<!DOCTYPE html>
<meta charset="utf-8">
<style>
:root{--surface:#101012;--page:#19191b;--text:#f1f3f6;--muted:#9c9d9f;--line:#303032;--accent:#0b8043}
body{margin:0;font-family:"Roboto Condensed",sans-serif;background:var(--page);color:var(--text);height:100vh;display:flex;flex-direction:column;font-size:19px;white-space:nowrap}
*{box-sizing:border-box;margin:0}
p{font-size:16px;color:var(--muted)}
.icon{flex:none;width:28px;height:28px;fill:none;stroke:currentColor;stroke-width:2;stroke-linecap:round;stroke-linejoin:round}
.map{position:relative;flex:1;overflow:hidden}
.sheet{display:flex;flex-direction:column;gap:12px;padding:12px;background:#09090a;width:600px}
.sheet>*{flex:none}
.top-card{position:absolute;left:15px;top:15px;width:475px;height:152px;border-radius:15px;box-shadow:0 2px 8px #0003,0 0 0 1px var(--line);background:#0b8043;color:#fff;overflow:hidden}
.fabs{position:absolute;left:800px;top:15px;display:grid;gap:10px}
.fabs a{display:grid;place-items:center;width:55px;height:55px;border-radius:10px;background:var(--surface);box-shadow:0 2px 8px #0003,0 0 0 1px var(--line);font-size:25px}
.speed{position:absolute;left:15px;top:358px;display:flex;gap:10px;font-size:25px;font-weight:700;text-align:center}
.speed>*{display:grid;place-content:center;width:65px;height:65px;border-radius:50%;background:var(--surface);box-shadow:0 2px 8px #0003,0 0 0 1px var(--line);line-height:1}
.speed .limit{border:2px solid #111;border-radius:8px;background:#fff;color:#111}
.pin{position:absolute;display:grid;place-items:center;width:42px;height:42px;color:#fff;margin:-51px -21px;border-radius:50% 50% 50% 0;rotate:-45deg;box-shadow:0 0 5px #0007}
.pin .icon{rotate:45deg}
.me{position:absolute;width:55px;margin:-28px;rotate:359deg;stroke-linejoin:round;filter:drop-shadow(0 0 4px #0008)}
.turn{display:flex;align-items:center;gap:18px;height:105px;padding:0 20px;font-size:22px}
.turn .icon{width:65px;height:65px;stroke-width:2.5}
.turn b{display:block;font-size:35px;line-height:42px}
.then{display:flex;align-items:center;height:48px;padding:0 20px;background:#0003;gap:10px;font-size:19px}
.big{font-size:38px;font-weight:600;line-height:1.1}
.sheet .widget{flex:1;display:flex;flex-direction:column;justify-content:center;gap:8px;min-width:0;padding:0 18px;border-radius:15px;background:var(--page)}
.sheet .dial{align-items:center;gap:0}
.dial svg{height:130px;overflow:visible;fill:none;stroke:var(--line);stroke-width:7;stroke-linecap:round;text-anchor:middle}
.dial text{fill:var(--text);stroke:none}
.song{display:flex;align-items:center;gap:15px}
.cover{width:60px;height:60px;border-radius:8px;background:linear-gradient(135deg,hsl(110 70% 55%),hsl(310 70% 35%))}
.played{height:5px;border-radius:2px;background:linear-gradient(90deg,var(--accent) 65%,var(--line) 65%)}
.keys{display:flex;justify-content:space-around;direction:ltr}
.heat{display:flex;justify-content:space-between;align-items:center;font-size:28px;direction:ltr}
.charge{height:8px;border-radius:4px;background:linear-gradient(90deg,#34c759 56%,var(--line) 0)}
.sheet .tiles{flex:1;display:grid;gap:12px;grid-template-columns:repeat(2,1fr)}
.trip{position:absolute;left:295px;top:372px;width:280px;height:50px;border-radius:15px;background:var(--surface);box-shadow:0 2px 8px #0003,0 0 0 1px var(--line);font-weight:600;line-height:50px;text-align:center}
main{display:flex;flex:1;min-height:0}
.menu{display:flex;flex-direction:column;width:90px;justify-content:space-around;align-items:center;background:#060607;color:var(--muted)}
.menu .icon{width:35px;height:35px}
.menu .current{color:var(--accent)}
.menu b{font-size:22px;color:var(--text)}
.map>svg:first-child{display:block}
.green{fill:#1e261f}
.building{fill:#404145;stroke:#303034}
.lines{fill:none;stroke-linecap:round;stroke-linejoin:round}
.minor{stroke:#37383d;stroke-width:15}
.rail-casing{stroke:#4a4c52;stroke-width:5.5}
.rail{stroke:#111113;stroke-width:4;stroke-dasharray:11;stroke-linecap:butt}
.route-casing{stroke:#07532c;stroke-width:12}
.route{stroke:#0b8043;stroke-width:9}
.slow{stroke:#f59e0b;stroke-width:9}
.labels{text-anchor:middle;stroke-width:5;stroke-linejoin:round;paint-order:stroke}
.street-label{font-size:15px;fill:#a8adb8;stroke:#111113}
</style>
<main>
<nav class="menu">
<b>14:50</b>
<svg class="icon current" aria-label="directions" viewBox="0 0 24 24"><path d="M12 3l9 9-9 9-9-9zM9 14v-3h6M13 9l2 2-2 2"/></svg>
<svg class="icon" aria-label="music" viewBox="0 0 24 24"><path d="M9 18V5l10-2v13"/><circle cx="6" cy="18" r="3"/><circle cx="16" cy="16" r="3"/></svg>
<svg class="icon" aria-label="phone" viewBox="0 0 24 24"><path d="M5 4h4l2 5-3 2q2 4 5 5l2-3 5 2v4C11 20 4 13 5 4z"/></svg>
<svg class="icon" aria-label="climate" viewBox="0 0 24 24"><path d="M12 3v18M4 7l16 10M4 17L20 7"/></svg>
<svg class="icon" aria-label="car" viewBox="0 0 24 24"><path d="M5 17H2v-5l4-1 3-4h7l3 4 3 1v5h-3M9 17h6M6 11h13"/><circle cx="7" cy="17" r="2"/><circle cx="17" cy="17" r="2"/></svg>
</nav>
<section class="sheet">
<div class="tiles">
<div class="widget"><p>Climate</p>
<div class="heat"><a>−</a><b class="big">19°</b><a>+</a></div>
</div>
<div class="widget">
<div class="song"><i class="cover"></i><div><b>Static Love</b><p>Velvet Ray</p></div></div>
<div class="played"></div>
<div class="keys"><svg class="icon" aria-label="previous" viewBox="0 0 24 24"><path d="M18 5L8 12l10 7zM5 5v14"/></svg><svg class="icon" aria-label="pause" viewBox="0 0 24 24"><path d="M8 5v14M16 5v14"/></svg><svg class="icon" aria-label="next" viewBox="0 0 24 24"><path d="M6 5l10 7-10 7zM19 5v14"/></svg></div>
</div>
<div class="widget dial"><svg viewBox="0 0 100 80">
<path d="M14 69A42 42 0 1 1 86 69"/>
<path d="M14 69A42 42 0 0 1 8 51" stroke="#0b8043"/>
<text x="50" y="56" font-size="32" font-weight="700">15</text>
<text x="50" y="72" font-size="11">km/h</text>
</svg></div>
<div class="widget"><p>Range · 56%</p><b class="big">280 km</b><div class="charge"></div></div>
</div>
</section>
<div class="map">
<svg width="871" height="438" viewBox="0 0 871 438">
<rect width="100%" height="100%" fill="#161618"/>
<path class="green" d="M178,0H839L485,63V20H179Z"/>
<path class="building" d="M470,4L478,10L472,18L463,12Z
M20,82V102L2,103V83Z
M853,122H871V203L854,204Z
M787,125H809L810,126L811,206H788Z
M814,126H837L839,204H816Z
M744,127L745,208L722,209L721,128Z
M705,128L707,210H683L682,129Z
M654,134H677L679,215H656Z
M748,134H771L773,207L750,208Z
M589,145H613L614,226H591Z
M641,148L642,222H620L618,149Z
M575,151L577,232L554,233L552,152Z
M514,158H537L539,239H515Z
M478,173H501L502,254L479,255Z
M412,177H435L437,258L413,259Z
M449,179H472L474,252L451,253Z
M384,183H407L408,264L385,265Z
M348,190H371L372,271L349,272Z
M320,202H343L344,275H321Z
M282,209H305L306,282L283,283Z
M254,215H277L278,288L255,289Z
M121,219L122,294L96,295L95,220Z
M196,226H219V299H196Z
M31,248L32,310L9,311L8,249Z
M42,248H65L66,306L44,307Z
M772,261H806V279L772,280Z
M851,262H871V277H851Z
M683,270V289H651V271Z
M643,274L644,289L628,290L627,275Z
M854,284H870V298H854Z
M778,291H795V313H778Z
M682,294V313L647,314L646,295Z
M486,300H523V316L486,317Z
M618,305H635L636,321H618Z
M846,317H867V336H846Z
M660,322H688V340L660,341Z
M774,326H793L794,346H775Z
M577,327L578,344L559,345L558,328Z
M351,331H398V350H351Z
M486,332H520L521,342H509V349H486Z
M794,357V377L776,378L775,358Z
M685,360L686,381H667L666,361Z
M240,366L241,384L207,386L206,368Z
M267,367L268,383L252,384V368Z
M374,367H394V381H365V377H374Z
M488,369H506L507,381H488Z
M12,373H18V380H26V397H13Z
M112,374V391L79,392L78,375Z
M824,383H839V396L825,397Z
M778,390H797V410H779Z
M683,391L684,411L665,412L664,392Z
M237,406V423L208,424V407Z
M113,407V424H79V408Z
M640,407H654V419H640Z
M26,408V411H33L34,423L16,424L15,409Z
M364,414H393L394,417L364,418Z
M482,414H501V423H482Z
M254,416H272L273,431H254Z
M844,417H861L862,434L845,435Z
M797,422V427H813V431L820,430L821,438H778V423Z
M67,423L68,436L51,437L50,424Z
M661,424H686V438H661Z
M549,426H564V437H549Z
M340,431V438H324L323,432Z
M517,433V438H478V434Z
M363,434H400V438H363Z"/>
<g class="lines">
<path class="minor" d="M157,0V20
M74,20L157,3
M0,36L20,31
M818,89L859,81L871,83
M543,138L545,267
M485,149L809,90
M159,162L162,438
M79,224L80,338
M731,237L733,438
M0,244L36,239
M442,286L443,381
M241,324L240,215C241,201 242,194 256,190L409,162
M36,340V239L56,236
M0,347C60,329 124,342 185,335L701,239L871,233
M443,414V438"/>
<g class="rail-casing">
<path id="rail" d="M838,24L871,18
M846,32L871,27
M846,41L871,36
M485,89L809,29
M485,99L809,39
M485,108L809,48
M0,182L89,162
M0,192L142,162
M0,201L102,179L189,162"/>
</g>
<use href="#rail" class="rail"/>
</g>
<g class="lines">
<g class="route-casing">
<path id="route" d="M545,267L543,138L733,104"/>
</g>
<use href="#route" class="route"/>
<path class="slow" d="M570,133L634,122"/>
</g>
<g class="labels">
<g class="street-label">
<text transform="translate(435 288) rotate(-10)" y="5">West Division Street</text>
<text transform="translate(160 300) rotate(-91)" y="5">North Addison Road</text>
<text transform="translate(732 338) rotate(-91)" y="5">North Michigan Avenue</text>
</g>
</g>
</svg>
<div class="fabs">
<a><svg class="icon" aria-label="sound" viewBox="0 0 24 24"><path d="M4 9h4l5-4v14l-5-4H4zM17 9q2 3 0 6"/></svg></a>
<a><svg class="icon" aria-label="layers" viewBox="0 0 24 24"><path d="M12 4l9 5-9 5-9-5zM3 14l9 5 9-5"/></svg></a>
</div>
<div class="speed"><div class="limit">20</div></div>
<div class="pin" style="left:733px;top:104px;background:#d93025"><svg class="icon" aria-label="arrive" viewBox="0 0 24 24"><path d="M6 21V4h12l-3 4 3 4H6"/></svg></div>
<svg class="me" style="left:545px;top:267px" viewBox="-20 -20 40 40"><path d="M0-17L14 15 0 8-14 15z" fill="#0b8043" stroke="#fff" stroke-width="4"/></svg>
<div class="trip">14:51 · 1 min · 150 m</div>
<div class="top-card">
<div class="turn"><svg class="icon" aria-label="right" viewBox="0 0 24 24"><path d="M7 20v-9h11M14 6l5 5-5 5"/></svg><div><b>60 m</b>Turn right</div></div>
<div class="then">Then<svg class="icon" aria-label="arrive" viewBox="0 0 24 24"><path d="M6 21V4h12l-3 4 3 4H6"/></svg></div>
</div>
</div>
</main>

* **Exercise**: Count each line above in which the string "space" appears, then state only the total.

* **Result below**: 4